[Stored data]
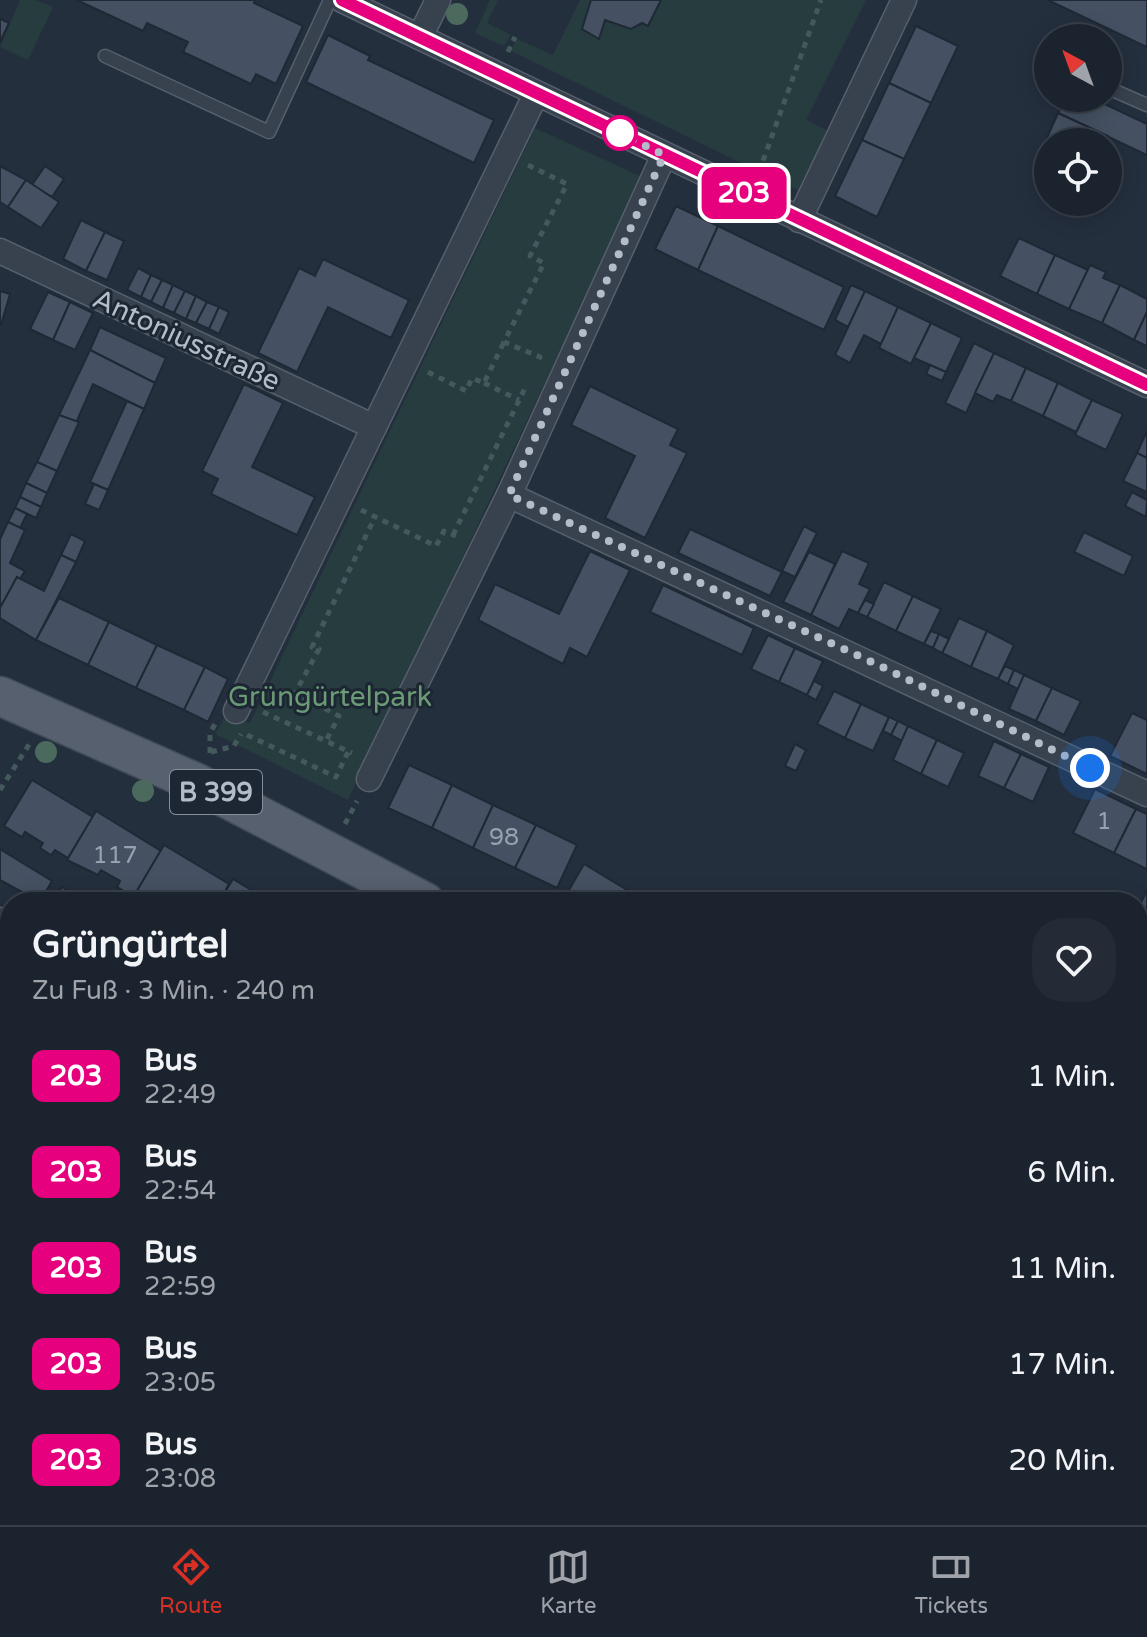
<!DOCTYPE html>
<html lang="de">
<head>
<meta charset="utf-8">
<style>
	:root { --surface:#1b232e; --page:#242b36; --text:#f1f3f6; --muted:#a0a4aa; --line:#39404a; --accent:#d93025 }
	body { margin:0; font-family:"Varela Round",sans-serif; background:var(--page); color:var(--text); height:100vh; display:flex; flex-direction:column; font-size:30px; white-space:nowrap }
	* { box-sizing:border-box; margin:0 }
	p { font-size:26px; color:var(--muted) }
	.icon { flex:none; width:44px; height:44px; fill:none; stroke:currentColor; stroke-width:2; stroke-linecap:round; stroke-linejoin:round }
	.map { position:relative; flex:1; overflow:hidden }
	.side { position:absolute; left:0px; top:892px; width:1148px; height:634px; display:flex; flex-direction:column; background:var(--surface); border-radius:32px 32px 0 0; box-shadow:0 4px 20px #0003,0 0 0 2px var(--line) }
	.side>* { flex:none }
	.badge { padding:0 16px; border-radius:12px; font-size:28px; line-height:52px }
	.needle { width:52px; rotate:319deg }
	.tools { position:absolute; left:1034px; top:24px; display:grid; gap:16px }
	.tools a { display:grid; place-items:center; width:88px; height:88px; border-radius:50%; background:var(--surface); box-shadow:0 4px 20px #0003,0 0 0 2px var(--line); font-size:40px }
	.you { position:absolute; width:40px; height:40px; margin:-20px; border:6px solid #fff; border-radius:50%; background:#1a73e8; box-shadow:0 0 0 12px #1a73e833 }
	.map>.badge { position:absolute; translate:-50% -50%; box-shadow:0 0 0 4px #fff }
	.round { display:grid; place-items:center; flex:none; width:84px; height:84px; border-radius:32px; background:var(--page) }
	.summary { display:flex; align-items:center; justify-content:space-between; height:136px; padding:0 32px }
	h1 { font-size:38px; font-weight:800; line-height:60px }
	ul { padding:0; list-style:none }
	li { display:flex; align-items:center; gap:24px; height:96px; padding:0 32px }
	li div { flex:1 }
	li b { display:block; font-size:30px }
	li em { font-style:normal }
	li .badge { min-width:88px; font-weight:700; text-align:center }
	.tabs { display:flex; justify-content:space-around; align-items:center; height:112px; border-top:2px solid var(--line); background:var(--surface); font-size:22px; color:var(--muted) }
	.tabs a { display:grid; justify-items:center; gap:4px }
	.tabs .on { color:var(--accent) }
	.map>svg:first-child { display:block }
	.green { fill:#263c3f }
	.building { fill:#455162; stroke:#1f2835; stroke-width:2 }
	.lines { fill:none; stroke-linecap:round; stroke-linejoin:round }
	.lane-casing { stroke:#565f6c; stroke-width:15 }
	.street-casing { stroke:#565f6c; stroke-width:27 }
	.primary-casing { stroke:#414a57; stroke-width:41 }
	.path { stroke:#44595c; stroke-width:5; stroke-dasharray:6 6; stroke-linecap:butt }
	.lane { stroke:#38414e; stroke-width:12 }
	.street { stroke:#38414e; stroke-width:24 }
	.primary { stroke:#56606e; stroke-width:38 }
	.tree { fill:#4b6a5d }
	.line-casing { stroke:#fff; stroke-width:18 }
	.line { stroke:#e6007e; stroke-width:12 }
	.walk { stroke:#b4bcc9; stroke-width:8; stroke-dasharray:0 14.4 }
	.stop-dot { fill:#fff; stroke:#e6007e; stroke-width:4 }
	.labels { text-anchor:middle; stroke-width:6; stroke-linejoin:round; paint-order:stroke }
	.number-label { font-size:24px; fill:#98a1af }
	.shield { fill:#1d2633; stroke:#878f9c; stroke-width:2 }
	.shield-label { font-size:26px; font-weight:bold; fill:#b4bcc9 }
	.street-label { font-size:28px; fill:#b4bcc9; stroke:#1d2633 }
	.park-label { font-size:28px; fill:#6b9a76; stroke:#1d2633 }
</style>
</head>
<body>
<div class="map">
<svg width="1147" height="1525" viewBox="0 0 1147 1525">
	<rect width="100%" height="100%" fill="#242f3e"/>
	<g class="green">
		<path d="M20,0H36L53,7L28,60L0,47Z"/>
		<path d="M490,0H498L487,23L511,35L504,46L475,33Z"/>
		<path d="M580,0H866L806,120L827,130L799,191L511,51L517,39L553,55Z"/>
		<path d="M535,128L642,177L348,800L215,734L227,713L250,723Z"/>
		<path d="M0,927L10,935V960L0,983Z"/>
	</g>
	<g class="building">
		<path d="M77,0H255L254,3L303,26L276,84L256,74L251,84L183,52L188,42L147,23L143,31Z"/>
		<path d="M591,0H661L648,26L642,23L631,29L605,20L599,39L582,29Z"/>
		<path d="M1048,0H1147V47Z"/>
		<path d="M0,19L9,23L0,42Z"/>
		<path d="M916,26L958,46L931,103L889,83Z"/>
		<path d="M328,35L370,56L368,60L494,120L474,163L306,82Z"/>
		<path d="M889,83L931,103L904,159L862,140Z"/>
		<path d="M1065,98H1092L1147,124V155L1058,113Z"/>
		<path d="M1058,113L1108,136L1106,142L1046,140Z"/>
		<path d="M862,140L904,159L877,217L835,196Z"/>
		<path d="M1048,164V193L1037,188Z"/>
		<path d="M0,166L26,180L8,207L0,202Z"/>
		<path d="M45,166L64,179L52,197L32,185Z"/>
		<path d="M26,180L59,202L41,228L8,207Z"/>
		<path d="M676,206L718,226L698,270L655,249Z"/>
		<path d="M81,220L105,232L86,271L63,259Z"/>
		<path d="M718,226L844,287L824,330L698,270Z"/>
		<path d="M105,232L124,241L107,280L86,271Z"/>
		<path d="M1019,238L1055,255L1037,294L1000,276Z"/>
		<path d="M1055,255L1088,270L1069,309L1037,294Z"/>
		<path d="M323,259L409,300L391,338L328,307L297,372L258,353L299,268L315,276Z"/>
		<path d="M1090,265L1106,272L1103,278L1120,285L1102,323L1069,309Z"/>
		<path d="M138,268L151,275L141,297L127,290Z"/>
		<path d="M151,275L162,280L151,302L141,297Z"/>
		<path d="M162,280L173,285L163,308L151,302Z"/>
		<path d="M173,285L185,291L174,313L163,308Z"/>
		<path d="M851,285L865,291L848,327L835,320Z"/>
		<path d="M1120,285L1147,299V312L1134,340L1102,323Z"/>
		<path d="M0,291L10,294L1,325H0Z"/>
		<path d="M185,291L196,296L186,319L174,313Z"/>
		<path d="M865,291L898,307L881,344L864,335L850,363L835,355Z"/>
		<path d="M48,292L70,302L53,340L30,329Z"/>
		<path d="M196,296L207,302L196,323L186,319Z"/>
		<path d="M70,302L93,313L75,350L53,340Z"/>
		<path d="M207,302L219,307L209,329L196,323Z"/>
		<path d="M219,307L229,312L219,334L209,329Z"/>
		<path d="M898,307L931,323L911,364L879,348Z"/>
		<path d="M1147,312V346L1134,340Z"/>
		<path d="M931,323L962,338L946,372L914,358Z"/>
		<path d="M100,327L166,358L155,383L90,350Z"/>
		<path d="M974,343L994,353L966,413L945,403Z"/>
		<path d="M90,350L155,383L144,409L93,384L76,423L59,415Z"/>
		<path d="M994,353L1026,368L1011,401L997,395L993,402L975,393Z"/>
		<path d="M930,365L946,372L942,381L926,374Z"/>
		<path d="M1026,368L1058,383L1043,416L1011,401Z"/>
		<path d="M1058,383L1092,400L1076,432L1043,416Z"/>
		<path d="M244,384L283,403L252,467L315,497L297,535L211,494L218,479L202,471Z"/>
		<path d="M590,386L678,429L670,445L687,453L645,538L605,518L635,456L571,425Z"/>
		<path d="M1092,400L1123,414L1106,450L1075,435Z"/>
		<path d="M127,401L144,409L108,490L90,482Z"/>
		<path d="M59,415L79,422L57,471L37,462Z"/>
		<path d="M1147,431V458L1137,453Z"/>
		<path d="M1137,453L1147,458V492L1123,481Z"/>
		<path d="M37,462L57,471L47,493L26,483Z"/>
		<path d="M26,483L47,493L41,507L20,497Z"/>
		<path d="M94,484L108,490L99,510L85,504Z"/>
		<path d="M1132,492L1147,500L1146,517L1125,506Z"/>
		<path d="M20,497L41,507L36,518L15,508Z"/>
		<path d="M15,508L27,514L20,528L8,522Z"/>
		<path d="M8,522L25,530L10,563L25,571L20,579L17,577L0,608V539Z"/>
		<path d="M804,526L817,533L795,577L782,571Z"/>
		<path d="M690,529L782,572L770,596L678,553Z"/>
		<path d="M1084,532L1133,556L1124,576L1074,552Z"/>
		<path d="M71,534L85,541L76,562L61,555Z"/>
		<path d="M590,551L630,570L587,657L570,648L563,664L478,620L495,584L559,614Z"/>
		<path d="M842,551L869,563L859,584L870,589L858,613L849,609L839,629L811,615Z"/>
		<path d="M809,552L835,564L811,615L783,602Z"/>
		<path d="M61,555L76,562L36,640L0,618V608L17,577L44,591Z"/>
		<path d="M884,582L913,596L896,631L867,617Z"/>
		<path d="M663,585L754,628L742,655L650,612Z"/>
		<path d="M913,596L941,609L924,644L896,631Z"/>
		<path d="M59,598L109,622L88,665L36,640Z"/>
		<path d="M865,600L874,604L867,617L858,613Z"/>
		<path d="M959,618L987,631L971,667L942,653Z"/>
		<path d="M109,622L157,645L136,688L88,665Z"/>
		<path d="M931,631L939,634L933,648L924,644Z"/>
		<path d="M987,631L1014,645L998,679L971,667Z"/>
		<path d="M939,634L949,639L942,653L933,648Z"/>
		<path d="M768,635L795,648L779,682L751,669Z"/>
		<path d="M157,645L205,667L184,710L136,688Z"/>
		<path d="M795,648L823,661L807,695L779,682Z"/>
		<path d="M1005,666L1014,670L1008,684L998,679Z"/>
		<path d="M205,667L228,679L208,722L184,710Z"/>
		<path d="M1014,670L1024,675L1018,689L1008,684Z"/>
		<path d="M1024,675L1052,688L1036,721L1009,709Z"/>
		<path d="M814,681L823,686L816,700L807,695Z"/>
		<path d="M1052,688L1081,701L1064,735L1036,721Z"/>
		<path d="M834,691L861,704L845,738L817,724Z"/>
		<path d="M861,704L889,717L873,751L845,738Z"/>
		<path d="M1132,713L1147,720V774L1110,756Z"/>
		<path d="M889,717L898,721L891,735L883,731Z"/>
		<path d="M898,721L908,726L902,741L891,735Z"/>
		<path d="M908,726L937,740L921,774L893,760Z"/>
		<path d="M937,740L964,753L948,787L921,774Z"/>
		<path d="M994,741L1021,754L1004,788L978,776Z"/>
		<path d="M795,744L806,750L796,771L785,766Z"/>
		<path d="M1021,754L1049,767L1033,802L1004,788Z"/>
		<path d="M409,765L452,785L432,828L388,808Z"/>
		<path d="M32,780L93,817L68,858L55,850L51,855L40,848L43,843L25,832L22,837L4,826Z"/>
		<path d="M452,785L493,805L473,848L432,828Z"/>
		<path d="M1095,789L1136,809L1114,853L1073,833Z"/>
		<path d="M493,805L536,825L515,868L473,848Z"/>
		<path d="M1136,809L1147,814V869L1114,853Z"/>
		<path d="M96,811L161,851L134,897L117,887L120,881L101,870L98,875L67,860Z"/>
		<path d="M536,825L577,845L557,888L515,868Z"/>
		<path d="M164,845L229,884L219,902H149L135,894Z"/>
		<path d="M0,849L52,881L40,902L0,880Z"/>
		<path d="M584,864L647,902H562Z"/>
		<path d="M233,879L271,902H219Z"/>
		<path d="M62,887L87,902H53Z"/>
		<path d="M1147,890V981L1138,977V909Z"/>
		<path d="M1138,1127L1147,1131V1183L1138,1179Z"/>
		<path d="M1143,1431L1147,1433V1495L1138,1490V1440Z"/>
		<path d="M10,1436L11,1516L7,1523L0,1519V1453Z"/>
		<path d="M160,1516H190L185,1525H155Z"/>
		<path d="M160,1516L155,1525H143L130,1517Z"/>
		<path d="M190,1516H220L214,1525H185Z"/>
		<path d="M340,1516H360L369,1521L366,1525H349L339,1519Z"/>
		<path d="M492,1516H516L511,1525H503Z"/>
		<path d="M516,1516H541L536,1525H511Z"/>
		<path d="M622,1516H657L651,1525H636Z"/>
		<path d="M718,1516H761L774,1525H712Z"/>
		<path d="M761,1516H778L773,1524Z"/>
	</g>
	<g class="lines">
		<defs>
			<g id="lane">
				<path d="M105,56L269,132L330,0"/>
				<path d="M1108,88L1147,105"/>
				<path d="M0,1130L10,1136"/>
				<path d="M0,1243L10,1249"/>
				<path d="M0,1378L10,1360"/>
			</g>
			<g id="street">
				<path d="M342,0L1147,385"/>
				<path d="M420,37L438,0"/>
				<path d="M799,220L904,0"/>
				<path d="M0,251L374,427"/>
				<path d="M509,495L1147,794"/>
				<path d="M236,711L536,94"/>
				<path d="M369,779L509,495L664,155"/>
				<path d="M0,920L10,926"/>
				<path d="M1138,1070L1147,1052"/>
				<path d="M290,1525L295,1516"/>
				<path d="M679,1525L685,1516"/>
			</g>
			<g id="primary">
				<path d="M0,696L197,783L425,902"/>
				<path d="M1138,1329L1147,1334"/>
			</g>
		</defs>
		<use href="#lane" class="lane-casing"/>
		<use href="#street" class="street-casing"/>
		<use href="#primary" class="primary-casing"/>
		<g class="path">
			<path d="M508,52L515,37"/>
			<path d="M528,165L567,184L530,256L544,263L504,342L540,357L538,360"/>
			<path d="M759,172L821,0"/>
			<path d="M428,372L466,391L472,378L484,383L504,342"/>
			<path d="M484,383L519,400"/>
			<path d="M361,510L436,546L444,531L456,536"/>
			<path d="M453,535L527,384"/>
			<path d="M263,712L352,753"/>
			<path d="M247,735L336,777L349,750"/>
			<path d="M327,739L339,716L295,693L319,649L312,647L375,517"/>
			<path d="M211,752L234,746L241,734"/>
			<path d="M210,753V733L215,724"/>
			<path d="M0,790L30,743"/>
			<path d="M345,824L357,801"/>
			<path d="M323,1516L340,1525"/>
			<path d="M945,1516L943,1519L954,1525"/>
		</g>
		<use href="#lane" class="lane"/>
		<use href="#street" class="street"/>
		<use href="#primary" class="primary"/>
	</g>
	<g class="tree">
		<circle cx="457" cy="14" r="11"/>
		<circle cx="46" cy="752" r="11"/>
		<circle cx="143" cy="791" r="11"/>
	</g>
	<g class="lines">
		<defs>
			<path id="line" d="M342,0L1147,385"/>
		</defs>
		<use href="#line" class="line-casing"/>
		<use href="#line" class="line"/>
		<path class="walk" d="M620,133L664,155L509,495L874,663L1090,768"/>
	</g>
	<circle class="stop-dot" cx="620" cy="133" r="16"/>
	<g class="labels">
		<g class="number-label">
			<text x="1104" y="829">1</text>
			<text x="504" y="845">98</text>
			<text x="115" y="863">117</text>
		</g>
		<rect class="shield" x="170" y="770" width="92" height="44" rx="6"/>
		<g class="shield-label">
			<text x="216" y="801">B 399</text>
		</g>
		<g class="street-label">
			<text transform="translate(187 339) rotate(25)" y="10">Antoniusstraße</text>
		</g>
		<g class="park-label">
			<text x="330" y="706">Grüngürtelpark</text>
		</g>
	</g>
</svg>
<div class="tools">
<a><svg class="needle" viewBox="-14 -14 28 28"><path d="M0-13l5 13h-10z" fill="#e53935"/><path d="M0 13l5-13h-10z" fill="#a0a4aa"/></svg></a>
<a><svg class="icon" aria-label="locate" viewBox="0 0 24 24"><circle cx="12" cy="12" r="6"/><path d="M12 2v4M12 18v4M2 12h4M18 12h4"/></svg></a>
</div>
<div class="you" style="left:1090px;top:768px"></div>
<b class="badge" style="left:744px;top:193px;background:#e6007e;color:#fff">203</b>
<section class="side">
<div class="summary"><div><h1>Grüngürtel</h1><p>Zu Fuß · 3 Min. · 240 m</p></div><a class="round"><svg class="icon" aria-label="heart" viewBox="0 0 24 24"><path d="M12 20l-8-8c-3-5 5-10 8-4 3-6 11-1 8 4z"/></svg></a></div>
<ul>
<li><span class="badge" style="background:#e6007e;color:#fff">203</span><div><b>Bus</b><p>22:49</p></div><em>1 Min.</em></li>
<li><span class="badge" style="background:#e6007e;color:#fff">203</span><div><b>Bus</b><p>22:54</p></div><em>6 Min.</em></li>
<li><span class="badge" style="background:#e6007e;color:#fff">203</span><div><b>Bus</b><p>22:59</p></div><em>11 Min.</em></li>
<li><span class="badge" style="background:#e6007e;color:#fff">203</span><div><b>Bus</b><p>23:05</p></div><em>17 Min.</em></li>
<li><span class="badge" style="background:#e6007e;color:#fff">203</span><div><b>Bus</b><p>23:08</p></div><em>20 Min.</em></li>
</ul>
</section>
</div>
<nav class="tabs">
<a class="on"><svg class="icon" aria-label="directions" viewBox="0 0 24 24"><path d="M12 3l9 9-9 9-9-9zM9 14v-3h6M13 9l2 2-2 2"/></svg>Route</a>
<a><svg class="icon" aria-label="map" viewBox="0 0 24 24"><path d="M3 6l6-2 6 2 6-2v14l-6 2-6-2-6 2zM9 4v14M15 6v14"/></svg>Karte</a>
<a><svg class="icon" aria-label="tickets" viewBox="0 0 24 24"><path d="M3 7h18v10H3zM15 7v10"/></svg>Tickets</a>
</nav>
</body>
</html>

Your instructions
Wherever the string "summary" appears in the records above, copy the line it sits in.

Solution to the problem
	.summary { display:flex; align-items:center; justify-content:space-between; height:136px; padding:0 32px }
<div class="summary"><div><h1>Grüngürtel</h1><p>Zu Fuß · 3 Min. · 240 m</p></div><a class="round"><svg class="icon" aria-label="heart" viewBox="0 0 24 24"><path d="M12 20l-8-8c-3-5 5-10 8-4 3-6 11-1 8 4z"/></svg></a></div>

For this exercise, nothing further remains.